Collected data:
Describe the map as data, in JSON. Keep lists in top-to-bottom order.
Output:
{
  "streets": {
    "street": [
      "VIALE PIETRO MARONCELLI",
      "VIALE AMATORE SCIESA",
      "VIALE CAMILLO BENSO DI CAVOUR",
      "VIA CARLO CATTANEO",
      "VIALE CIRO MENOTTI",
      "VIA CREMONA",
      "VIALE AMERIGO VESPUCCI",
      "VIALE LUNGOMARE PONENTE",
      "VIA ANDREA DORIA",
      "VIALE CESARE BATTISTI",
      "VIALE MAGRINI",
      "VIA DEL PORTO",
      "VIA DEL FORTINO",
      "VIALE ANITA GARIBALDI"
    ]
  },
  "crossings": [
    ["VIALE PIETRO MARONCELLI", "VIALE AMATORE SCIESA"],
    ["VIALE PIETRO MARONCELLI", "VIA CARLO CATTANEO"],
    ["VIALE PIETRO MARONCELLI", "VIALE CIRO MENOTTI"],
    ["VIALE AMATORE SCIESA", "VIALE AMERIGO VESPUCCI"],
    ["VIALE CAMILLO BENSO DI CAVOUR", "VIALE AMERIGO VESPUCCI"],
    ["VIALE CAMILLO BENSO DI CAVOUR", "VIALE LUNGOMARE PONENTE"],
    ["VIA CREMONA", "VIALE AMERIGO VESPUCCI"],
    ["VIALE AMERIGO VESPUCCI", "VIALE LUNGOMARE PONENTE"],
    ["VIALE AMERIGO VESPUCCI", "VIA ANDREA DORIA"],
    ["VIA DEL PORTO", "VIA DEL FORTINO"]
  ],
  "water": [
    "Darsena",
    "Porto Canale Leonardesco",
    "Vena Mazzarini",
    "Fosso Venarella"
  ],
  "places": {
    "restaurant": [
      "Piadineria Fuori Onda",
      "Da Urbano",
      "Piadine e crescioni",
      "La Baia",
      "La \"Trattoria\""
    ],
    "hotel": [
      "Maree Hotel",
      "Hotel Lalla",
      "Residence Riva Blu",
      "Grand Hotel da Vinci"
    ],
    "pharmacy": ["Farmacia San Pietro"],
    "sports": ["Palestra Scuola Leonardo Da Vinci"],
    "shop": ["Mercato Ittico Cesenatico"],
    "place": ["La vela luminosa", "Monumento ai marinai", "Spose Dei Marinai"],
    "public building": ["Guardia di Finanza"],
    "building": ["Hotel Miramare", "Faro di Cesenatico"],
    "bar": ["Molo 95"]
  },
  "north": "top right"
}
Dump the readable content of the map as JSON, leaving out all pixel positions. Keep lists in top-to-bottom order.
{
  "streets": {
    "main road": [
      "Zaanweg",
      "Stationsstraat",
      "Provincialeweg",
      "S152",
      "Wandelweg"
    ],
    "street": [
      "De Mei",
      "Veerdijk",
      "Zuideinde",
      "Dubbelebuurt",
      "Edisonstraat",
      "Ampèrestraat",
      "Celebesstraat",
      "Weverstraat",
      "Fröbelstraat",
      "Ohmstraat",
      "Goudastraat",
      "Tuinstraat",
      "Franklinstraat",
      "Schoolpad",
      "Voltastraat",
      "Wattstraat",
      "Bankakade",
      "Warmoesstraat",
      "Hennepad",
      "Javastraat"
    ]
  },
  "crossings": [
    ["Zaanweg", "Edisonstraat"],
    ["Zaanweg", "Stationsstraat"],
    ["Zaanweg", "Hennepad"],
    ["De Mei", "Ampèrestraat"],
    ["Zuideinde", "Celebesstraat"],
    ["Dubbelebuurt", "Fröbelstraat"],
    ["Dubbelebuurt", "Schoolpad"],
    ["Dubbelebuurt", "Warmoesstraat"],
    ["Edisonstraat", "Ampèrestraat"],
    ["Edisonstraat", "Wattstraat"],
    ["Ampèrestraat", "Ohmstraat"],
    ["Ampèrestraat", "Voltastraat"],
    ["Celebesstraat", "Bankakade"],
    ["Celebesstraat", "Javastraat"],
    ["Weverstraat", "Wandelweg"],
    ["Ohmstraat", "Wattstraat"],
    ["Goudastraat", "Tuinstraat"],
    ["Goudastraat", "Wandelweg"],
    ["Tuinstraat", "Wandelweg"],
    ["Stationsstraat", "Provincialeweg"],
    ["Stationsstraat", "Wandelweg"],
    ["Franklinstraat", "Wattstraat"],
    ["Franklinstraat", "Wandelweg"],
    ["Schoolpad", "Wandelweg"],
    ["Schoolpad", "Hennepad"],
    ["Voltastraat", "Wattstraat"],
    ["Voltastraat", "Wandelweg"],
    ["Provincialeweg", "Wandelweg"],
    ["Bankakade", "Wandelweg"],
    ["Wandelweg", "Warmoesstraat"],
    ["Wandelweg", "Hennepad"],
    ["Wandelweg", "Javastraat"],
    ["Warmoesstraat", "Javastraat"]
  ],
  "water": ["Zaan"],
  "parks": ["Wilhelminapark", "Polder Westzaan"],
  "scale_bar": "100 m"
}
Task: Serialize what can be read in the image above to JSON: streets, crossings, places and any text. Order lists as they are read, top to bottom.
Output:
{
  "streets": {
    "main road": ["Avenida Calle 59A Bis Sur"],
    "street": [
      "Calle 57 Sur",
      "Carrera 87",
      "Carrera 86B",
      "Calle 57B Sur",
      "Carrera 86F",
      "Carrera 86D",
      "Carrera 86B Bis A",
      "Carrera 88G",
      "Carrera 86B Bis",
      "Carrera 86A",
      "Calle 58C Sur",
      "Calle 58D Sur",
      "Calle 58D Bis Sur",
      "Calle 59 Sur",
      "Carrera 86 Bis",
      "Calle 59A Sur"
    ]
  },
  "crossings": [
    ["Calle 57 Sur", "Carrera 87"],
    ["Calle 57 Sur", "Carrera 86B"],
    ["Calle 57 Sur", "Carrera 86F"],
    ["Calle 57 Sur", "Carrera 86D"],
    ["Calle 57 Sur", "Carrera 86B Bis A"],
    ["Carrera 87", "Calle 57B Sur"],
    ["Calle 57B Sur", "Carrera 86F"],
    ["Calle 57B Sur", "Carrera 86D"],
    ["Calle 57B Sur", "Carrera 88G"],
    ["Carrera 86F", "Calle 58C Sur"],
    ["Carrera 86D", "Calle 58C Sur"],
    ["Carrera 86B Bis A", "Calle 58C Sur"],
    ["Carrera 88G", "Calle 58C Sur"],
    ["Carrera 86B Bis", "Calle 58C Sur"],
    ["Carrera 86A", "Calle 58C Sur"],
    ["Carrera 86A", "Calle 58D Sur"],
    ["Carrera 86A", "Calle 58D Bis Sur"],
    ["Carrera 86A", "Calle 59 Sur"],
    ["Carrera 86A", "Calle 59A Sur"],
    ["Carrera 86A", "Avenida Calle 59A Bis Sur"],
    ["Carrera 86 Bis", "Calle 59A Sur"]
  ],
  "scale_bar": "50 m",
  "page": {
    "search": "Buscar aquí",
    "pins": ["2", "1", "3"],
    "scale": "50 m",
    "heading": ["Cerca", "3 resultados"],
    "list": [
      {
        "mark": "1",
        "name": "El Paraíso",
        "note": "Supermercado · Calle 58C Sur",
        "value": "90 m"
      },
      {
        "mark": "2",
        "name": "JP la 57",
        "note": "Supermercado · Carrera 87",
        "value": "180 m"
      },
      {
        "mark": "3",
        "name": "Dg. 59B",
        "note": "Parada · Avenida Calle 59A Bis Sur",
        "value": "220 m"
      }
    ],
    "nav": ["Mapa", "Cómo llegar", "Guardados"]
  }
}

## Work required
Each record above is to be reproduced exactly, in full.

## Task output
Describe the map as data, in JSON. Keep lists in top-to-bottom order.
Output:
{
  "streets": {
    "street": [
      "VIALE PIETRO MARONCELLI",
      "VIALE AMATORE SCIESA",
      "VIALE CAMILLO BENSO DI CAVOUR",
      "VIA CARLO CATTANEO",
      "VIALE CIRO MENOTTI",
      "VIA CREMONA",
      "VIALE AMERIGO VESPUCCI",
      "VIALE LUNGOMARE PONENTE",
      "VIA ANDREA DORIA",
      "VIALE CESARE BATTISTI",
      "VIALE MAGRINI",
      "VIA DEL PORTO",
      "VIA DEL FORTINO",
      "VIALE ANITA GARIBALDI"
    ]
  },
  "crossings": [
    ["VIALE PIETRO MARONCELLI", "VIALE AMATORE SCIESA"],
    ["VIALE PIETRO MARONCELLI", "VIA CARLO CATTANEO"],
    ["VIALE PIETRO MARONCELLI", "VIALE CIRO MENOTTI"],
    ["VIALE AMATORE SCIESA", "VIALE AMERIGO VESPUCCI"],
    ["VIALE CAMILLO BENSO DI CAVOUR", "VIALE AMERIGO VESPUCCI"],
    ["VIALE CAMILLO BENSO DI CAVOUR", "VIALE LUNGOMARE PONENTE"],
    ["VIA CREMONA", "VIALE AMERIGO VESPUCCI"],
    ["VIALE AMERIGO VESPUCCI", "VIALE LUNGOMARE PONENTE"],
    ["VIALE AMERIGO VESPUCCI", "VIA ANDREA DORIA"],
    ["VIA DEL PORTO", "VIA DEL FORTINO"]
  ],
  "water": [
    "Darsena",
    "Porto Canale Leonardesco",
    "Vena Mazzarini",
    "Fosso Venarella"
  ],
  "places": {
    "restaurant": [
      "Piadineria Fuori Onda",
      "Da Urbano",
      "Piadine e crescioni",
      "La Baia",
      "La \"Trattoria\""
    ],
    "hotel": [
      "Maree Hotel",
      "Hotel Lalla",
      "Residence Riva Blu",
      "Grand Hotel da Vinci"
    ],
    "pharmacy": ["Farmacia San Pietro"],
    "sports": ["Palestra Scuola Leonardo Da Vinci"],
    "shop": ["Mercato Ittico Cesenatico"],
    "place": ["La vela luminosa", "Monumento ai marinai", "Spose Dei Marinai"],
    "public building": ["Guardia di Finanza"],
    "building": ["Hotel Miramare", "Faro di Cesenatico"],
    "bar": ["Molo 95"]
  },
  "north": "top right"
}
Dump the readable content of the map as JSON, leaving out all pixel positions. Keep lists in top-to-bottom order.
{
  "streets": {
    "main road": [
      "Zaanweg",
      "Stationsstraat",
      "Provincialeweg",
      "S152",
      "Wandelweg"
    ],
    "street": [
      "De Mei",
      "Veerdijk",
      "Zuideinde",
      "Dubbelebuurt",
      "Edisonstraat",
      "Ampèrestraat",
      "Celebesstraat",
      "Weverstraat",
      "Fröbelstraat",
      "Ohmstraat",
      "Goudastraat",
      "Tuinstraat",
      "Franklinstraat",
      "Schoolpad",
      "Voltastraat",
      "Wattstraat",
      "Bankakade",
      "Warmoesstraat",
      "Hennepad",
      "Javastraat"
    ]
  },
  "crossings": [
    ["Zaanweg", "Edisonstraat"],
    ["Zaanweg", "Stationsstraat"],
    ["Zaanweg", "Hennepad"],
    ["De Mei", "Ampèrestraat"],
    ["Zuideinde", "Celebesstraat"],
    ["Dubbelebuurt", "Fröbelstraat"],
    ["Dubbelebuurt", "Schoolpad"],
    ["Dubbelebuurt", "Warmoesstraat"],
    ["Edisonstraat", "Ampèrestraat"],
    ["Edisonstraat", "Wattstraat"],
    ["Ampèrestraat", "Ohmstraat"],
    ["Ampèrestraat", "Voltastraat"],
    ["Celebesstraat", "Bankakade"],
    ["Celebesstraat", "Javastraat"],
    ["Weverstraat", "Wandelweg"],
    ["Ohmstraat", "Wattstraat"],
    ["Goudastraat", "Tuinstraat"],
    ["Goudastraat", "Wandelweg"],
    ["Tuinstraat", "Wandelweg"],
    ["Stationsstraat", "Provincialeweg"],
    ["Stationsstraat", "Wandelweg"],
    ["Franklinstraat", "Wattstraat"],
    ["Franklinstraat", "Wandelweg"],
    ["Schoolpad", "Wandelweg"],
    ["Schoolpad", "Hennepad"],
    ["Voltastraat", "Wattstraat"],
    ["Voltastraat", "Wandelweg"],
    ["Provincialeweg", "Wandelweg"],
    ["Bankakade", "Wandelweg"],
    ["Wandelweg", "Warmoesstraat"],
    ["Wandelweg", "Hennepad"],
    ["Wandelweg", "Javastraat"],
    ["Warmoesstraat", "Javastraat"]
  ],
  "water": ["Zaan"],
  "parks": ["Wilhelminapark", "Polder Westzaan"],
  "scale_bar": "100 m"
}
Task: Serialize what can be read in the image above to JSON: streets, crossings, places and any text. Order lists as they are read, top to bottom.
Output:
{
  "streets": {
    "main road": ["Avenida Calle 59A Bis Sur"],
    "street": [
      "Calle 57 Sur",
      "Carrera 87",
      "Carrera 86B",
      "Calle 57B Sur",
      "Carrera 86F",
      "Carrera 86D",
      "Carrera 86B Bis A",
      "Carrera 88G",
      "Carrera 86B Bis",
      "Carrera 86A",
      "Calle 58C Sur",
      "Calle 58D Sur",
      "Calle 58D Bis Sur",
      "Calle 59 Sur",
      "Carrera 86 Bis",
      "Calle 59A Sur"
    ]
  },
  "crossings": [
    ["Calle 57 Sur", "Carrera 87"],
    ["Calle 57 Sur", "Carrera 86B"],
    ["Calle 57 Sur", "Carrera 86F"],
    ["Calle 57 Sur", "Carrera 86D"],
    ["Calle 57 Sur", "Carrera 86B Bis A"],
    ["Carrera 87", "Calle 57B Sur"],
    ["Calle 57B Sur", "Carrera 86F"],
    ["Calle 57B Sur", "Carrera 86D"],
    ["Calle 57B Sur", "Carrera 88G"],
    ["Carrera 86F", "Calle 58C Sur"],
    ["Carrera 86D", "Calle 58C Sur"],
    ["Carrera 86B Bis A", "Calle 58C Sur"],
    ["Carrera 88G", "Calle 58C Sur"],
    ["Carrera 86B Bis", "Calle 58C Sur"],
    ["Carrera 86A", "Calle 58C Sur"],
    ["Carrera 86A", "Calle 58D Sur"],
    ["Carrera 86A", "Calle 58D Bis Sur"],
    ["Carrera 86A", "Calle 59 Sur"],
    ["Carrera 86A", "Calle 59A Sur"],
    ["Carrera 86A", "Avenida Calle 59A Bis Sur"],
    ["Carrera 86 Bis", "Calle 59A Sur"]
  ],
  "scale_bar": "50 m",
  "page": {
    "search": "Buscar aquí",
    "pins": ["2", "1", "3"],
    "scale": "50 m",
    "heading": ["Cerca", "3 resultados"],
    "list": [
      {
        "mark": "1",
        "name": "El Paraíso",
        "note": "Supermercado · Calle 58C Sur",
        "value": "90 m"
      },
      {
        "mark": "2",
        "name": "JP la 57",
        "note": "Supermercado · Carrera 87",
        "value": "180 m"
      },
      {
        "mark": "3",
        "name": "Dg. 59B",
        "note": "Parada · Avenida Calle 59A Bis Sur",
        "value": "220 m"
      }
    ],
    "nav": ["Mapa", "Cómo llegar", "Guardados"]
  }
}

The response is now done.